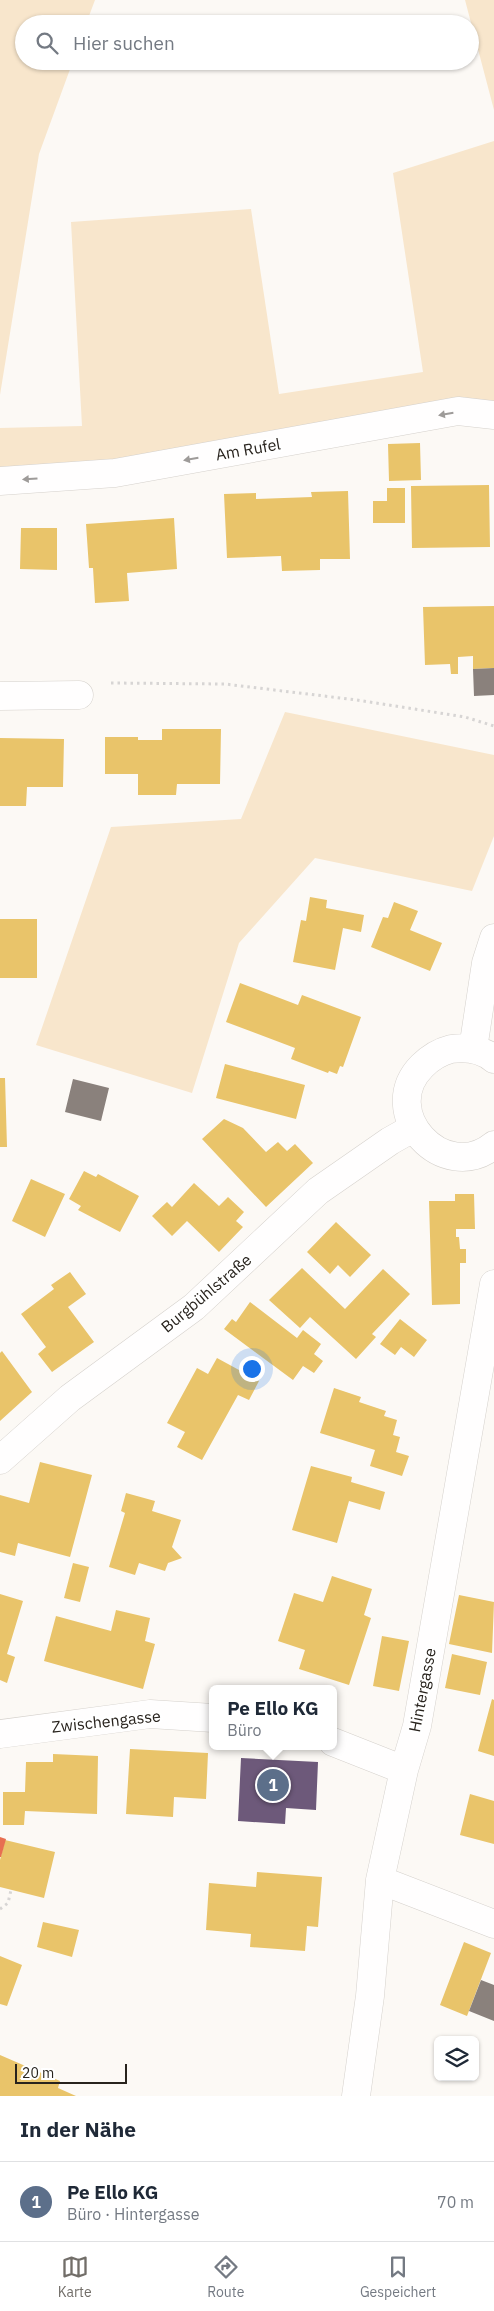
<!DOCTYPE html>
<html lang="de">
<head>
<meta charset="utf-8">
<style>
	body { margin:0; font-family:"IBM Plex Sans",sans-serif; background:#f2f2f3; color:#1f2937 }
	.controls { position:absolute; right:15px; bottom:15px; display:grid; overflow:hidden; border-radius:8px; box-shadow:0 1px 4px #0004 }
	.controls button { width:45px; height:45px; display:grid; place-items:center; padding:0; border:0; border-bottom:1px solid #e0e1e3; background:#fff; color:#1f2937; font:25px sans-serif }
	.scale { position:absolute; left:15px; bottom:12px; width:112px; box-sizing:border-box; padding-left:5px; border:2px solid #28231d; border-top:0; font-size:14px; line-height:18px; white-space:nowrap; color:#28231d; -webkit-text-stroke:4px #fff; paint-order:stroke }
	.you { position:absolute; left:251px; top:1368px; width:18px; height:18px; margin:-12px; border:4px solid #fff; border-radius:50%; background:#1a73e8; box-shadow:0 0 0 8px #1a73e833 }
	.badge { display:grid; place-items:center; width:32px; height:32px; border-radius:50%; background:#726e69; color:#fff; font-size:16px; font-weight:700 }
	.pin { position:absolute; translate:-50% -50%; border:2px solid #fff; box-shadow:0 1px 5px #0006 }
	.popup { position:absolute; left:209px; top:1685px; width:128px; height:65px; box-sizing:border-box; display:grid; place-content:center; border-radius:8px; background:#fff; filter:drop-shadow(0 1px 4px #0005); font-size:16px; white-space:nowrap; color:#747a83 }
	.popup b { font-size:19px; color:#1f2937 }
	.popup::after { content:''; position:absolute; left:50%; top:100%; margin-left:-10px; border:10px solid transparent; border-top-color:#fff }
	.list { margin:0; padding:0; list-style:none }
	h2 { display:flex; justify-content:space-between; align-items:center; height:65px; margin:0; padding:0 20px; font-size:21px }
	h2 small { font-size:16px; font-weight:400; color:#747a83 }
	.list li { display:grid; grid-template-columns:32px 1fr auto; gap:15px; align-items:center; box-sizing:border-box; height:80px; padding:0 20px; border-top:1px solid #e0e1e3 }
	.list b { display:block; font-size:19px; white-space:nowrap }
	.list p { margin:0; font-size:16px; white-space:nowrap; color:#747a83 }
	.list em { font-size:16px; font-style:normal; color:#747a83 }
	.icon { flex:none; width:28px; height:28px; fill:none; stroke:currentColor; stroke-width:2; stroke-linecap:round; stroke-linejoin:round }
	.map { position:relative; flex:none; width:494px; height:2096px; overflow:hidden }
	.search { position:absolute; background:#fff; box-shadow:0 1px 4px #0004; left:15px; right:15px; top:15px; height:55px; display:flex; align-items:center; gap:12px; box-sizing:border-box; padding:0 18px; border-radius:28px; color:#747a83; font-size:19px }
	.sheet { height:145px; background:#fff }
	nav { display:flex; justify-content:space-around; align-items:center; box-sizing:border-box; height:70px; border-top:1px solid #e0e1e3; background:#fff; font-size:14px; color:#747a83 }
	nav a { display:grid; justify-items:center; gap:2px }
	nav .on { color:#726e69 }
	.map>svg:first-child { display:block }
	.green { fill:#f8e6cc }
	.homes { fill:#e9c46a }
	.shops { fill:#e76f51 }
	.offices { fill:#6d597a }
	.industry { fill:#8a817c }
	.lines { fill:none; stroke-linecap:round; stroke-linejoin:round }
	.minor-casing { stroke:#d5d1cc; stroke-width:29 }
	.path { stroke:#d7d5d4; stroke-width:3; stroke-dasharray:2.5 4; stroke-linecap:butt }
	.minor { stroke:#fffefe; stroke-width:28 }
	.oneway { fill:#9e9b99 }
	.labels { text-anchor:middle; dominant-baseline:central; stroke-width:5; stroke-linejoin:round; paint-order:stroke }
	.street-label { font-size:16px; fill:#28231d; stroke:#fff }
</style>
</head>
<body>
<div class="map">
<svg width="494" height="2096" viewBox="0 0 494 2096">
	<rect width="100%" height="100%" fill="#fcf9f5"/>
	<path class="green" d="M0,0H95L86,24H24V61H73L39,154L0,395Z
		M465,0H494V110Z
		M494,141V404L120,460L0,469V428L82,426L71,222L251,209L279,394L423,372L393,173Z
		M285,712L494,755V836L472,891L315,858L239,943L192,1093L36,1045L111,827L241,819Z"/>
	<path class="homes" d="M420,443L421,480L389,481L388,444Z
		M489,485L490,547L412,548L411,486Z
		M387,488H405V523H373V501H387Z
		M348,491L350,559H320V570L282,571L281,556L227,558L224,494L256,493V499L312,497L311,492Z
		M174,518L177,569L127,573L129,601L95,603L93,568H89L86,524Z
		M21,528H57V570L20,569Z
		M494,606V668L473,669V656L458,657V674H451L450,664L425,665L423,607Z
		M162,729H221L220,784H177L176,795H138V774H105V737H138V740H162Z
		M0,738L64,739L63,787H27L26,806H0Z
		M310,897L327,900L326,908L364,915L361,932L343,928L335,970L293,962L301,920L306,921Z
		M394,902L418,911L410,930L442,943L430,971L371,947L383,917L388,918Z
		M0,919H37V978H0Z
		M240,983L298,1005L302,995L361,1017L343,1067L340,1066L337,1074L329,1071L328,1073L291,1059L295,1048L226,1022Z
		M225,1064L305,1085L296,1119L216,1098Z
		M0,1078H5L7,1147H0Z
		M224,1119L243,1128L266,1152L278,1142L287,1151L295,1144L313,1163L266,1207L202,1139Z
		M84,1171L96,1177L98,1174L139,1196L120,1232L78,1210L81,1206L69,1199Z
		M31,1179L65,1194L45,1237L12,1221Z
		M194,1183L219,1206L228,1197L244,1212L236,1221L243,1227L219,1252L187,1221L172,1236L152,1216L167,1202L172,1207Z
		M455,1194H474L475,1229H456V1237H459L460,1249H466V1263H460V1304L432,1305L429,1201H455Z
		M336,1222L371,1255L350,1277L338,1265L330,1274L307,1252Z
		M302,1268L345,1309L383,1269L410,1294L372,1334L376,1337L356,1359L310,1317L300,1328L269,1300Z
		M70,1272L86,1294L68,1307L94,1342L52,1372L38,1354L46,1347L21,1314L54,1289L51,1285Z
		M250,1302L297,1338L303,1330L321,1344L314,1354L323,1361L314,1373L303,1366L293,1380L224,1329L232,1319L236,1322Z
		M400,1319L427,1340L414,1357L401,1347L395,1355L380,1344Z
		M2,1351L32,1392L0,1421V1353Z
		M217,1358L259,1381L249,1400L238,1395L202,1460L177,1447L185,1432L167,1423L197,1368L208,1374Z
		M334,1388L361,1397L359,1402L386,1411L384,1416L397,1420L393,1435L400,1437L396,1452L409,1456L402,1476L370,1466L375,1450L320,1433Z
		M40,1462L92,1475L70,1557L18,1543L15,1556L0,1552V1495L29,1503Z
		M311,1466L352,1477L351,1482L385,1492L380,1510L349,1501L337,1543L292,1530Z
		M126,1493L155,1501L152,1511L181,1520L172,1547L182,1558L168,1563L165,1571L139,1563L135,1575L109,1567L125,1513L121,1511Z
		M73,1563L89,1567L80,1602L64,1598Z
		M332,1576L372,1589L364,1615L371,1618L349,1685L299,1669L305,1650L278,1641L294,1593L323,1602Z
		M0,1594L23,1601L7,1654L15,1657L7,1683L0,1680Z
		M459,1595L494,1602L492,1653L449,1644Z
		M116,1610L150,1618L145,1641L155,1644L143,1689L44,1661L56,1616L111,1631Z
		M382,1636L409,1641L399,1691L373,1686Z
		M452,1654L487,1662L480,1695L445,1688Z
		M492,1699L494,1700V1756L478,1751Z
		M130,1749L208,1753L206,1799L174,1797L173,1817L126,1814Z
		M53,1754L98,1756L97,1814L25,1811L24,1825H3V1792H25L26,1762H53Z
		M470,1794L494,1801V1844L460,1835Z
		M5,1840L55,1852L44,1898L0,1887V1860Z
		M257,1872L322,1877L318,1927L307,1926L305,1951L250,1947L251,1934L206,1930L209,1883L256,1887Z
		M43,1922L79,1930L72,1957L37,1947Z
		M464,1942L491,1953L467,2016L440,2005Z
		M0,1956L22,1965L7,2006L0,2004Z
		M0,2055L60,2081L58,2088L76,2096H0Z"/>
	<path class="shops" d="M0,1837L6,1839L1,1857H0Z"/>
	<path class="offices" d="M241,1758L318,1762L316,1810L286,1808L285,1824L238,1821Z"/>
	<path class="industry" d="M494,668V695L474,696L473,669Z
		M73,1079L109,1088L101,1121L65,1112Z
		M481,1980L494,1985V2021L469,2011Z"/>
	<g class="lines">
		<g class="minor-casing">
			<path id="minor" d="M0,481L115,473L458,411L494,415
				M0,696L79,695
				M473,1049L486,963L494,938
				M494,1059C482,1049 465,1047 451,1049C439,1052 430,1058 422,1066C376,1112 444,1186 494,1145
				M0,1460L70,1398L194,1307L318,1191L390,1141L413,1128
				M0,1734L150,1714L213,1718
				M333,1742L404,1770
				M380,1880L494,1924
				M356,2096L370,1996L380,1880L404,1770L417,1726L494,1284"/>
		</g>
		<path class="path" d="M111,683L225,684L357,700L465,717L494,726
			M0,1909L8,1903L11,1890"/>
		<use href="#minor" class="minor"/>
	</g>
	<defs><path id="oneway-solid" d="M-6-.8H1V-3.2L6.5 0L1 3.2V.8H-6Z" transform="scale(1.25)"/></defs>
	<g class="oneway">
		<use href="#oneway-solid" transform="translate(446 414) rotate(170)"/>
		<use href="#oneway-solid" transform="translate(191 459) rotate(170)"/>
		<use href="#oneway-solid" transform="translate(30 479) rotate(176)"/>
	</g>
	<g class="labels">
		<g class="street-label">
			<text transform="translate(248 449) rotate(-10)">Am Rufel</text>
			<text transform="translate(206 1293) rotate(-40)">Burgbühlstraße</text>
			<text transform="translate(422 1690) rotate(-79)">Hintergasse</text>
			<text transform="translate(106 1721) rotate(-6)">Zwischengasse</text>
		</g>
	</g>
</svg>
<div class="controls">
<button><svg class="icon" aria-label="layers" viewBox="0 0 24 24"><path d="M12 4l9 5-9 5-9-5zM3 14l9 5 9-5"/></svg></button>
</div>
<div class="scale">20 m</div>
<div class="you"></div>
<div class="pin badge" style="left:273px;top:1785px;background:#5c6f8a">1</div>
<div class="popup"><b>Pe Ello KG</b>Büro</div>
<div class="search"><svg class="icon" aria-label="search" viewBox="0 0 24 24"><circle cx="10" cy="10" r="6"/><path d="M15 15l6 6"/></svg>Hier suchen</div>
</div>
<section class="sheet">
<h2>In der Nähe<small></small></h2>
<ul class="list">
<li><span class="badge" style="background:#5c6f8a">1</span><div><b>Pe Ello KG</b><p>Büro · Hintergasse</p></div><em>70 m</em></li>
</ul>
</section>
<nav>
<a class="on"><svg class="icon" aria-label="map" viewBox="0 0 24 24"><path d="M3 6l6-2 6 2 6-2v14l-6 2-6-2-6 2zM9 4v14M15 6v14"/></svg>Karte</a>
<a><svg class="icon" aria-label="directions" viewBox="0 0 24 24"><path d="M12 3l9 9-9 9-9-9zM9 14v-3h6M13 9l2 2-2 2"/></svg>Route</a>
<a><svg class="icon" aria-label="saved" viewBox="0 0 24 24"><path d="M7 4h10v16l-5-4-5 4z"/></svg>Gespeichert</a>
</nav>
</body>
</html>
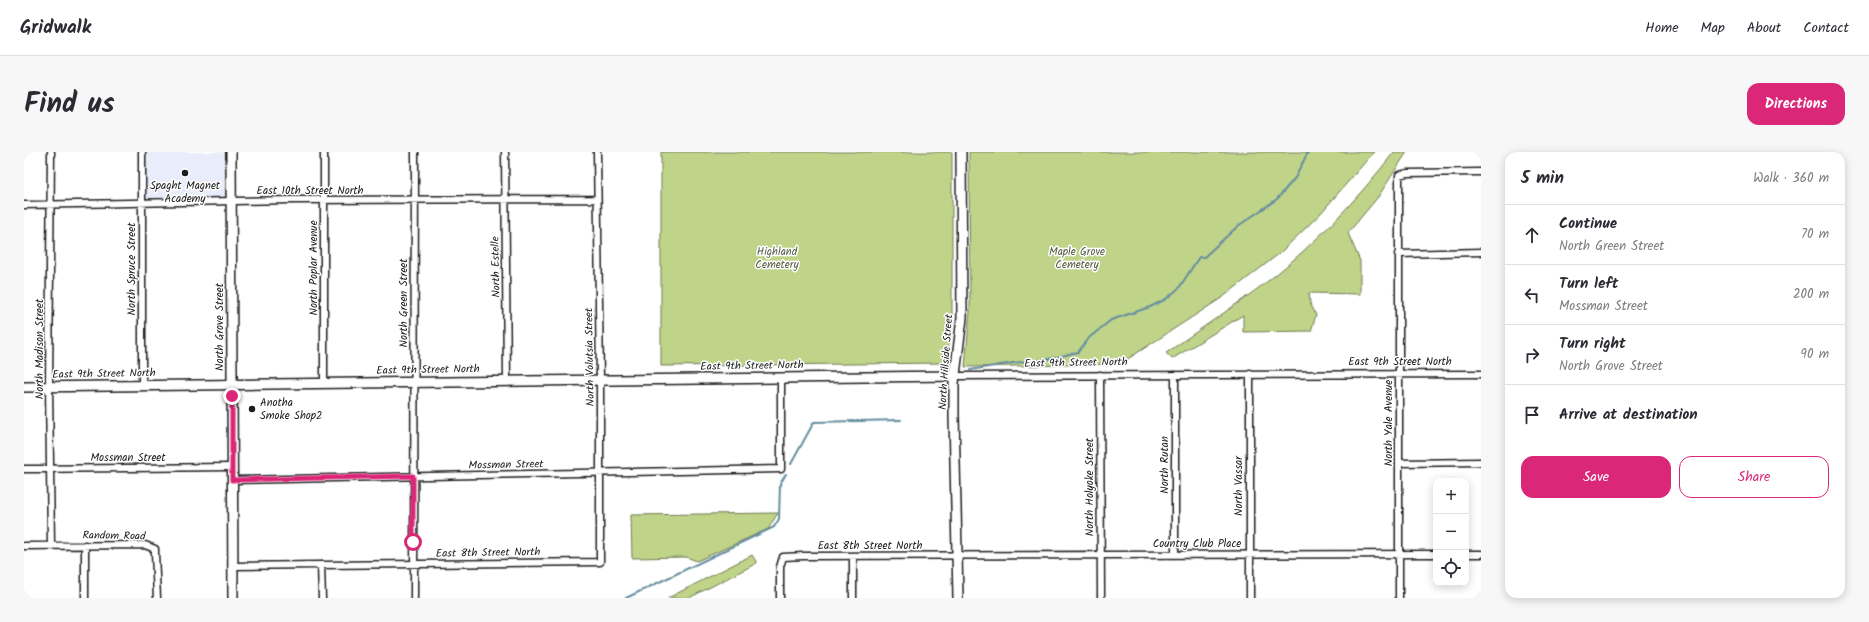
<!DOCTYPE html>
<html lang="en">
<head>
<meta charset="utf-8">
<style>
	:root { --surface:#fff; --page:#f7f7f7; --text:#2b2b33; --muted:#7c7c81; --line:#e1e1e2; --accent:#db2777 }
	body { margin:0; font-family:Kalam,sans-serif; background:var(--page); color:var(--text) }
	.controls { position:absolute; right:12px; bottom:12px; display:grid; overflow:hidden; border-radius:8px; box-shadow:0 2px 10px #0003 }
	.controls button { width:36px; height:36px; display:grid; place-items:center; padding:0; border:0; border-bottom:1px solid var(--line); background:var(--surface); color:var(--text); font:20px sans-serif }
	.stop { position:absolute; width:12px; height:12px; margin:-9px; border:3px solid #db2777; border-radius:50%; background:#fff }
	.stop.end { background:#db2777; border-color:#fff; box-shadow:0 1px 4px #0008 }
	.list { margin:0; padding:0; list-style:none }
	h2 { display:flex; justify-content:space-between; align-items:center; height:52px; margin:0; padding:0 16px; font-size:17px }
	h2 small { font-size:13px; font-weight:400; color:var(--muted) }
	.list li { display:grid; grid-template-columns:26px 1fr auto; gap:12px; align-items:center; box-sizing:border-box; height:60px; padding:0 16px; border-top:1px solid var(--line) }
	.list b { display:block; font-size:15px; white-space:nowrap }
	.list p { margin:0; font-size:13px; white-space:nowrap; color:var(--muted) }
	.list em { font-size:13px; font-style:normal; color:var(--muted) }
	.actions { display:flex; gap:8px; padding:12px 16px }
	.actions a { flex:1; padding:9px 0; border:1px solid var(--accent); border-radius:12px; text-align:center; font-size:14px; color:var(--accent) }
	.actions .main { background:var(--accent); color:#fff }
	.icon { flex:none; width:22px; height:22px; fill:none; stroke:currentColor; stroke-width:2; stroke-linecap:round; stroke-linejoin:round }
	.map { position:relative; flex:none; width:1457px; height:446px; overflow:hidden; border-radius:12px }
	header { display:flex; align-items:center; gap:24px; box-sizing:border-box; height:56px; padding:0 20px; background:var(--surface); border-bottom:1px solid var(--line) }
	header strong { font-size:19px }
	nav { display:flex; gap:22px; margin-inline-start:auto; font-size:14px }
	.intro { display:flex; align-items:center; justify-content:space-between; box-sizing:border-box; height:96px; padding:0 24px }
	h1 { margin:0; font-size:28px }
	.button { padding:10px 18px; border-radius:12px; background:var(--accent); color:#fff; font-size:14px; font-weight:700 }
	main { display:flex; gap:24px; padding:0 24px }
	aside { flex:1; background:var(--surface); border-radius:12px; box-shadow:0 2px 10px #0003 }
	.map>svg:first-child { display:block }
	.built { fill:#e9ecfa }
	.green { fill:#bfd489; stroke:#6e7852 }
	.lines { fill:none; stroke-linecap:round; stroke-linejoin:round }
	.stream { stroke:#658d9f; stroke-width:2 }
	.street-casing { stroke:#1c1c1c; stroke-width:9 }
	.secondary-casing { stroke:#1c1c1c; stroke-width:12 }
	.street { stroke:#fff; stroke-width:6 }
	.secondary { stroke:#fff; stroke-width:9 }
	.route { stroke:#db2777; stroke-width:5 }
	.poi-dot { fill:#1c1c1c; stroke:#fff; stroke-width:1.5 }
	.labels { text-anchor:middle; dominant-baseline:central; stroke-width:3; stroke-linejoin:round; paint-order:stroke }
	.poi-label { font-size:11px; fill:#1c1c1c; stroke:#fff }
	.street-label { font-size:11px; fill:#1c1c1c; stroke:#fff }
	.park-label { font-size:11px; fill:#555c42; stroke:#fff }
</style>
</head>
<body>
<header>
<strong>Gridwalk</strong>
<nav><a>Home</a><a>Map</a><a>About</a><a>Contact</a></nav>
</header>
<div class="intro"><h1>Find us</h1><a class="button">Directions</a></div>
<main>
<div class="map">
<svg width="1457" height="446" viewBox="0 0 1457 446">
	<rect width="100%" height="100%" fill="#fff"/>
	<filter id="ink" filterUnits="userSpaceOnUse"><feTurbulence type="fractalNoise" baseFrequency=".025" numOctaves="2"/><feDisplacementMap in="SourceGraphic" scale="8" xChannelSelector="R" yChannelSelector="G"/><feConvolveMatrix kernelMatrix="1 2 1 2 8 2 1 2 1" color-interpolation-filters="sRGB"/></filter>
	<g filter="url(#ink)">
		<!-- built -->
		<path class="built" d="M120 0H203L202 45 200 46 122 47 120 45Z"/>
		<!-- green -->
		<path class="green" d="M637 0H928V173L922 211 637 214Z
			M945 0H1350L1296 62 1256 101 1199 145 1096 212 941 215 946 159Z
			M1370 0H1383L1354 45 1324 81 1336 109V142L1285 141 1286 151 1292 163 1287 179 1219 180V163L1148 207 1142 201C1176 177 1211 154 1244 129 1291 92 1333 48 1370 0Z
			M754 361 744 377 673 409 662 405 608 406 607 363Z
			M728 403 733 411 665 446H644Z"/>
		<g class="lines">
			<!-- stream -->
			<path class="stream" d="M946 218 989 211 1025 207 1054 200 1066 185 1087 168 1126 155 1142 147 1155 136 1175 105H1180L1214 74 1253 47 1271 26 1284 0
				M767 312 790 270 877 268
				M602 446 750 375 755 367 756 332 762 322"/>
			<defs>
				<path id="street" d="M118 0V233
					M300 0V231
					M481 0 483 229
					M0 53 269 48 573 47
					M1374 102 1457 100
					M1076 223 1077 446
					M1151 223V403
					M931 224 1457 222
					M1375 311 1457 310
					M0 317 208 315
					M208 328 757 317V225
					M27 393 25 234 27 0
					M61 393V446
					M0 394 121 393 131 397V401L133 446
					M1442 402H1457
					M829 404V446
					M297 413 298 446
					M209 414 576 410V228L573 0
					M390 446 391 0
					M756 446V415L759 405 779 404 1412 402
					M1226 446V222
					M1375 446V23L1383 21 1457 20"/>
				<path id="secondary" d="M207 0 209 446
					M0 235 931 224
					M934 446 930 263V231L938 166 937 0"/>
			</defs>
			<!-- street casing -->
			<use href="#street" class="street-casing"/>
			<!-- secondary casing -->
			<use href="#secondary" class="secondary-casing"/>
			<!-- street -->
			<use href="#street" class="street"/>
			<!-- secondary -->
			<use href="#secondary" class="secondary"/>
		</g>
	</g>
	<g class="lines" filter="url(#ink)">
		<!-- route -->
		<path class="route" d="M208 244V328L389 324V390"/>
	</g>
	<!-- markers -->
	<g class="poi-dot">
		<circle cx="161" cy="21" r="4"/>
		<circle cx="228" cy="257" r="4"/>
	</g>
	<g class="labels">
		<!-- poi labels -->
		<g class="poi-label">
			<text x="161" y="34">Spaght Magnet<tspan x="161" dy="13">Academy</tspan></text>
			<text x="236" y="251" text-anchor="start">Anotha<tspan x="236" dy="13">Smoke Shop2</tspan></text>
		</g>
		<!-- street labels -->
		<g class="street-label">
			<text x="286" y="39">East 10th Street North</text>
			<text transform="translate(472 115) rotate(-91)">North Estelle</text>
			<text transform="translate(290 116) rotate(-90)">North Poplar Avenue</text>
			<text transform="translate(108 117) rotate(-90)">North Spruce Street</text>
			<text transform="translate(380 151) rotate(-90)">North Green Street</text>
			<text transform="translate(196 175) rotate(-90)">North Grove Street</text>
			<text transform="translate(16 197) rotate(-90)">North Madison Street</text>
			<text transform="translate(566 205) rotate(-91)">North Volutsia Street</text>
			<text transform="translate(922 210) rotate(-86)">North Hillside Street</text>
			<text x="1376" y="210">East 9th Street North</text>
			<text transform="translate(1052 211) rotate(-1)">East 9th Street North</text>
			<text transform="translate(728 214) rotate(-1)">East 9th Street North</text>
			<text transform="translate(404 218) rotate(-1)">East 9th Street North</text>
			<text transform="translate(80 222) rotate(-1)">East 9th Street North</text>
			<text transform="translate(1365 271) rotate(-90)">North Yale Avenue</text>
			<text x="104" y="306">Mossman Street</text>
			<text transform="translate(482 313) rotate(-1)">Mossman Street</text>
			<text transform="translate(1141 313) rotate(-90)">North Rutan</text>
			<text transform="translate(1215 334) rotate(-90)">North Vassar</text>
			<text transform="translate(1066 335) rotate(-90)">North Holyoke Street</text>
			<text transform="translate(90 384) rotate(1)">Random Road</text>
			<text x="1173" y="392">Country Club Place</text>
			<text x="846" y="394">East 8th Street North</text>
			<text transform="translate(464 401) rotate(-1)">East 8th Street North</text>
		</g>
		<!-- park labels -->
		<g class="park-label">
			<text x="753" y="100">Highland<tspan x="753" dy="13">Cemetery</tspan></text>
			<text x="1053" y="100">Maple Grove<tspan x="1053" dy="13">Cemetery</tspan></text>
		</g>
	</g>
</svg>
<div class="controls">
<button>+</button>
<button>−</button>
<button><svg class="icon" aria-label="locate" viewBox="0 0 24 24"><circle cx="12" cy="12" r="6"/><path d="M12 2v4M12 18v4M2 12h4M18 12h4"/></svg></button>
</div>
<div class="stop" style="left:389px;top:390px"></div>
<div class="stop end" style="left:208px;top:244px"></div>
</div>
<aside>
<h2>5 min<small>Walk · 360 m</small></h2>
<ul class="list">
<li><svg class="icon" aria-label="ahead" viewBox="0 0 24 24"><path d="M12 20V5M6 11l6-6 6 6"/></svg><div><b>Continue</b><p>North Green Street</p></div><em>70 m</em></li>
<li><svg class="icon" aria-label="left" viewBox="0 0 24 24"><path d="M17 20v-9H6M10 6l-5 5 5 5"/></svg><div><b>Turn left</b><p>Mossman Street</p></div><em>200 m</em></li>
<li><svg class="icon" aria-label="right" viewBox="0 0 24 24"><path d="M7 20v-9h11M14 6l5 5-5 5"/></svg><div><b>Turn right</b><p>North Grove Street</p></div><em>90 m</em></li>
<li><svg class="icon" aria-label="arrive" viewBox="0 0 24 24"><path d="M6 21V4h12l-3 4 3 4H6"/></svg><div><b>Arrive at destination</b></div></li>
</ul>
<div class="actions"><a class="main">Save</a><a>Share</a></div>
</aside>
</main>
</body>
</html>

EXERCISE OBJECTIVE:
Each line from the first line of the entries through the line containing "font-size:16px; font-weight:400; color:#747a83" should be duplicated word for word, and nothing more; the pictures stay out.

REPLY TO THE EXERCISE:
<!DOCTYPE html>
<html lang="de">
<head>
<meta charset="utf-8">
<style>
	body { margin:0; font-family:"IBM Plex Sans",sans-serif; background:#f2f2f3; color:#1f2937 }
	.controls { position:absolute; right:15px; bottom:15px; display:grid; overflow:hidden; border-radius:8px; box-shadow:0 1px 4px #0004 }
	.controls button { width:45px; height:45px; display:grid; place-items:center; padding:0; border:0; border-bottom:1px solid #e0e1e3; background:#fff; color:#1f2937; font:25px sans-serif }
	.scale { position:absolute; left:15px; bottom:12px; width:112px; box-sizing:border-box; padding-left:5px; border:2px solid #28231d; border-top:0; font-size:14px; line-height:18px; white-space:nowrap; color:#28231d; -webkit-text-stroke:4px #fff; paint-order:stroke }
	.you { position:absolute; left:251px; top:1368px; width:18px; height:18px; margin:-12px; border:4px solid #fff; border-radius:50%; background:#1a73e8; box-shadow:0 0 0 8px #1a73e833 }
	.badge { display:grid; place-items:center; width:32px; height:32px; border-radius:50%; background:#726e69; color:#fff; font-size:16px; font-weight:700 }
	.pin { position:absolute; translate:-50% -50%; border:2px solid #fff; box-shadow:0 1px 5px #0006 }
	.popup { position:absolute; left:209px; top:1685px; width:128px; height:65px; box-sizing:border-box; display:grid; place-content:center; border-radius:8px; background:#fff; filter:drop-shadow(0 1px 4px #0005); font-size:16px; white-space:nowrap; color:#747a83 }
	.popup b { font-size:19px; color:#1f2937 }
	.popup::after { content:''; position:absolute; left:50%; top:100%; margin-left:-10px; border:10px solid transparent; border-top-color:#fff }
	.list { margin:0; padding:0; list-style:none }
	h2 { display:flex; justify-content:space-between; align-items:center; height:65px; margin:0; padding:0 20px; font-size:21px }
	h2 small { font-size:16px; font-weight:400; color:#747a83 }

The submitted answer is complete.